== TASK REQUIREMENTS ==
Below are the records; count how many of their lines carry "startOffset" and give only the number.

== EXTRACTED RECORDS ==
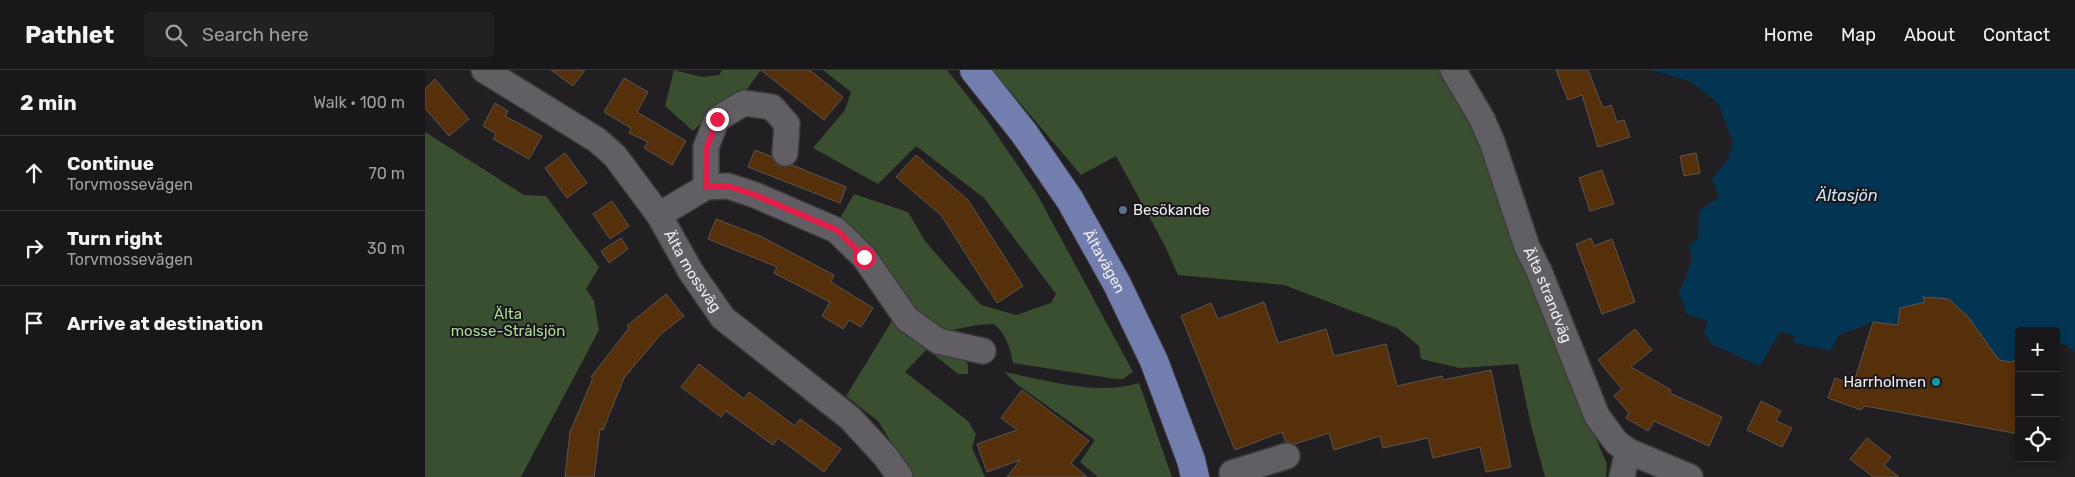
<!DOCTYPE html>
<meta charset="utf-8">
<style>
:root{--surface:#1a171a;--page:#232023;--text:#f1f3f6;--muted:#9f9fa2;--line:#383639}
body{margin:0;font-family:Rubik,sans-serif;background:var(--page);color:var(--text)}
.controls{position:absolute;right:15px;bottom:15px;display:grid;overflow:hidden;border-radius:5px;box-shadow:0 2px 8px #0003}
.controls button{width:45px;height:45px;display:grid;place-items:center;padding:0;border:0;border-bottom:1px solid var(--line);background:var(--surface);color:var(--text);font:25px sans-serif}
.stop{position:absolute;width:15px;height:15px;margin:-11px;border:4px solid #e11d48;border-radius:50%;background:#fff}
.stop.end{background:#e11d48;border-color:#fff;box-shadow:0 1px 5px #0008}
.list{margin:0;padding:0;list-style:none}
h2{display:flex;justify-content:space-between;align-items:center;height:65px;margin:0;padding:0 20px;font-size:21px}
h2 small{font-size:16px;font-weight:400;color:var(--muted)}
.list li{display:grid;grid-template-columns:32px 1fr auto;gap:15px;align-items:center;box-sizing:border-box;height:75px;padding:0 20px;border-top:1px solid var(--line)}
.list b{display:block;font-size:19px;white-space:nowrap}
.list p{margin:0;font-size:16px;white-space:nowrap;color:var(--muted)}
.list em{font-size:16px;font-style:normal;color:var(--muted)}
.icon{flex:none;width:28px;height:28px;fill:none;stroke:currentColor;stroke-width:2;stroke-linecap:round;stroke-linejoin:round}
.map{position:relative;flex:none;width:1650px;height:407px;overflow:hidden}
header{display:flex;align-items:center;gap:30px;box-sizing:border-box;height:70px;padding:0 25px;background:var(--surface);border-bottom:1px solid var(--line)}
header strong{font-size:24px}
nav{display:flex;gap:28px;margin-inline-start:auto;font-size:18px}
.search{width:350px;height:45px;background:var(--page);display:flex;align-items:center;gap:12px;box-sizing:border-box;padding:0 18px;border-radius:5px;color:var(--muted);font-size:19px}
main{display:flex}
aside{flex:1;background:var(--surface)}
.map>svg:first-child{display:block}
</style>
<header>
<strong>Pathlet</strong>
<div class="search"><svg class="icon" aria-label="search" viewBox="0 0 24 24"><circle cx="10" cy="10" r="6"/><path d="M15 15l6 6"/></svg>Search here</div>
<nav><a>Home</a><a>Map</a><a>About</a><a>Contact</a></nav>
</header>
<main>
<aside>
<h2>2 min<small>Walk · 100 m</small></h2>
<ul class="list">
<li><svg class="icon" aria-label="ahead" viewBox="0 0 24 24"><path d="M12 20V5M6 11l6-6 6 6"/></svg><div><b>Continue</b><p>Torvmossevägen</p></div><em>70 m</em></li>
<li><svg class="icon" aria-label="right" viewBox="0 0 24 24"><path d="M7 20v-9h11M14 6l5 5-5 5"/></svg><div><b>Turn right</b><p>Torvmossevägen</p></div><em>30 m</em></li>
<li><svg class="icon" aria-label="arrive" viewBox="0 0 24 24"><path d="M6 21V4h12l-3 4 3 4H6"/></svg><div><b>Arrive at destination</b></div></li>
</ul>
</aside>
<div class="map">
<svg width="1650" height="407" viewBox="0 0 1650 407">
<rect width="100%" height="100%" fill="#221f23"/>
<!-- green -->
<path fill="#394f30" d="M 249,0 L 277,7 L 294,5 L 297,0 L 336,0 L 322,19 L 292,38 L 268,61 L 240,36 Z
M 398,0 L 522,0 L 561,49 L 612,124 L 708,302 L 698,309 L 691,309 L 588,293 C 585,277 581,264 569,254 L 552,255 L 522,261 L 507,254 L 479,227 L 414,150 L 429,124 L 483,142 L 500,171 L 556,235 L 591,245 L 626,233 L 631,224 L 559,128 L 491,76 L 453,114 L 388,78 L 420,40 L 426,22 Z
M 567,0 L 1020,0 L 1046,35 L 1132,278 L 1182,394 L 1181,407 L 1120,407 L 1106,355 L 1093,294 L 1035,298 L 996,289 L 994,276 L 972,258 L 859,215 L 753,205 L 740,176 L 691,86 L 656,105 Z
M 0,62 L 99,125 L 121,126 L 174,197 L 161,219 L 169,231 L 174,260 L 96,407 L 0,407 Z
M 470,246 L 539,288 L 543,295 L 543,304 L 533,304 L 502,279 L 480,302 L 543,351 L 551,364 L 547,378 L 560,407 L 488,407 L 453,351 L 421,326 Z
M 579,302 C 622,310 672,326 714,313 L 747,407 L 673,407 L 655,392 L 670,370 L 593,315 Z"/>
<!-- water -->
<path fill="#033553" d="M 1226,0 L 1650,0 L 1650,282 L 1640,274 L 1631,273 L 1631,261 L 1594,261 L 1594,288 L 1586,292 L 1574,290 L 1544,248 L 1524,229 L 1498,227 L 1502,235 L 1486,236 L 1475,238 L 1473,255 L 1448,252 L 1414,265 L 1405,281 L 1367,272 L 1370,266 L 1355,262 L 1335,296 L 1286,274 L 1279,262 L 1283,251 L 1262,244 L 1254,223 L 1266,193 L 1265,174 L 1273,170 L 1274,141 L 1294,127 L 1287,109 L 1303,89 L 1308,72 L 1293,33 L 1265,11 Z"/>
<!-- building -->
<path fill="#55300b" stroke="#5a5551" d="M 126,0 L 160,0 L 148,16 Z
M 336,0 L 385,0 L 418,27 L 399,50 Z
M 1131,0 L 1163,0 L 1178,38 L 1186,35 L 1192,52 L 1199,50 L 1205,67 L 1173,77 L 1157,25 L 1143,30 Z
M 199,8 L 223,22 L 212,42 L 261,71 L 247,95 L 219,78 L 223,72 L 204,63 L 206,58 L 179,42 Z
M 10,9 L 44,49 L 24,66 L 0,38 L 0,19 Z
M 70,33 L 83,41 L 80,46 L 117,66 L 104,89 L 68,69 L 71,64 L 58,56 Z
M 330,80 L 347,87 L 352,95 L 360,97 L 367,95 L 421,117 L 415,133 L 323,97 Z
M 140,83 L 162,113 L 142,128 L 120,98 Z
M 1271,83 L 1275,103 L 1259,106 L 1255,86 Z
M 491,85 L 543,130 L 598,216 L 572,233 L 516,145 L 471,107 Z
M 1177,100 L 1189,134 L 1165,141 L 1154,108 Z
M 187,131 L 204,156 L 185,169 L 168,144 Z
M 291,149 L 335,166 L 409,205 L 406,212 L 448,238 L 436,257 L 424,250 L 418,259 L 397,246 L 405,232 L 349,203 L 352,197 L 283,169 Z
M 196,168 L 203,179 L 184,193 L 176,181 Z
M 1166,168 L 1169,176 L 1187,169 L 1210,232 L 1177,244 L 1151,174 Z
M 241,224 L 259,246 L 235,265 L 199,308 L 178,360 L 175,359 L 169,407 L 140,407 L 145,362 L 168,308 L 166,307 L 204,258 L 202,256 Z
M 1498,227 L 1524,229 L 1544,248 L 1574,290 L 1586,292 L 1594,288 L 1594,364 L 1440,336 L 1436,340 L 1403,328 L 1410,308 L 1428,315 L 1448,252 L 1473,255 L 1475,238 L 1500,232 Z
M 839,232 L 853,273 L 901,259 L 909,286 L 961,274 L 972,316 L 1017,306 L 1018,310 L 1066,300 L 1086,397 L 1061,402 L 1055,377 L 1008,388 L 1003,368 L 958,378 L 955,366 L 909,380 L 904,363 L 870,374 L 861,372 L 857,362 L 810,380 L 756,246 L 786,233 L 793,249 Z
M 1210,259 L 1227,280 L 1206,297 L 1246,320 L 1245,323 L 1297,347 L 1284,376 L 1229,351 L 1223,361 L 1201,348 L 1204,343 L 1189,326 L 1197,319 L 1173,290 Z
M 274,294 L 319,329 L 324,322 L 370,356 L 375,349 L 416,379 L 399,402 L 353,368 L 348,375 L 301,341 L 296,347 L 256,317 Z
M 597,320 L 664,371 L 646,393 L 662,407 L 582,407 L 595,390 L 562,402 L 552,374 L 592,360 L 576,348 Z
M 1336,331 L 1356,341 L 1351,351 L 1367,358 L 1357,377 L 1322,360 Z
M 1442,368 L 1466,387 L 1459,395 L 1474,407 L 1448,407 L 1425,389 Z"/>
<g fill="none" stroke-linecap="round" stroke-linejoin="round">
<!-- minor casing -->
<g stroke="#3d3b3f" stroke-width="28">
<g id="minor">
<path id="s1" d="M 59,0 L 172,70 L 190,86 L 234,145 L 266,202 L 298,248 L 425,348 L 461,387 L 475,407"/>
<path id="s2" d="M 1028,0 L 1057,49 L 1067,72 L 1102,177 L 1114,201 L 1172,346 L 1191,372 L 1203,381 L 1265,407"/>
<path d="M 281,117 L 281,77 L 292,49 L 319,33 L 347,37 L 362,54 L 360,83"/>
<path d="M 234,145 L 281,117 L 303,116 L 330,125 L 411,160 L 439,187 L 482,249 L 513,271 L 558,281"/>
<path d="M 807,403 L 862,386"/>
<path d="M 1197,407 L 1203,381"/>
</g>
</g>
<!-- major casing -->
<g stroke="#3d3b3f" stroke-width="30">
<g id="major">
<path id="s3" d="M 549,0 L 599,63 L 645,130 L 692,214 L 729,291 L 766,390 L 770,407"/>
</g>
</g>
<!-- minor -->
<use href="#minor" stroke="#625f64" stroke-width="25"/>
<!-- major -->
<use href="#major" stroke="#727ead" stroke-width="28"/>
</g>
<g fill="none" stroke-linecap="round" stroke-linejoin="round">
<!-- route -->
<path stroke="#e11d48" stroke-width="6" d="M 292,49 L 282,77 L 281,117 L 303,116 L 330,125 L 412,160 L 439,187"/>
</g>
<!-- markers -->
<circle fill="#5c6f8a" stroke="#18161a" stroke-width="2" cx="698" cy="140" r="5"/>
<circle fill="#0f9aa8" stroke="#18161a" stroke-width="2" cx="1511" cy="312" r="5"/>
<g text-anchor="middle" dominant-baseline="central" stroke-width="4" stroke-linejoin="round" paint-order="stroke">
<!-- poi labels -->
<g font-size="15" fill="#efedf0" stroke="#18161a" text-anchor="start">
<text x="708" y="140">Besökande</text>
<text x="1501" y="312" text-anchor="end">Harrholmen</text>
</g>
<!-- street labels -->
<g font-size="15" fill="#efedf0" stroke="#18161a">
<text stroke="none"><textPath href="#s3" startOffset="232">Ältavägen</textPath></text>
<text stroke="none"><textPath href="#s1" startOffset="296">Älta mossväg</textPath></text>
<text stroke="none"><textPath href="#s2" startOffset="245">Älta strandväg</textPath></text>
</g>
<!-- park labels -->
<g font-size="15" fill="#acdb98" stroke="#18161a">
<text x="83" y="244">Älta<tspan x="83" dy="17">mosse-Strålsjön</tspan></text>
</g>
<!-- water labels -->
<g font-size="16" font-style="italic" fill="#cae5fa" stroke="#18161a">
<text x="1422" y="125">Ältasjön</text>
</g>
</g>
</svg>
<div class="controls">
<button>+</button>
<button>−</button>
<button><svg class="icon" aria-label="locate" viewBox="0 0 24 24"><circle cx="12" cy="12" r="6"/><path d="M12 2v4M12 18v4M2 12h4M18 12h4"/></svg></button>
</div>
<div class="stop" style="left:439px;top:187px"></div>
<div class="stop end" style="left:292px;top:49px"></div>
</div>
</main>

== ANSWER AREA ==
3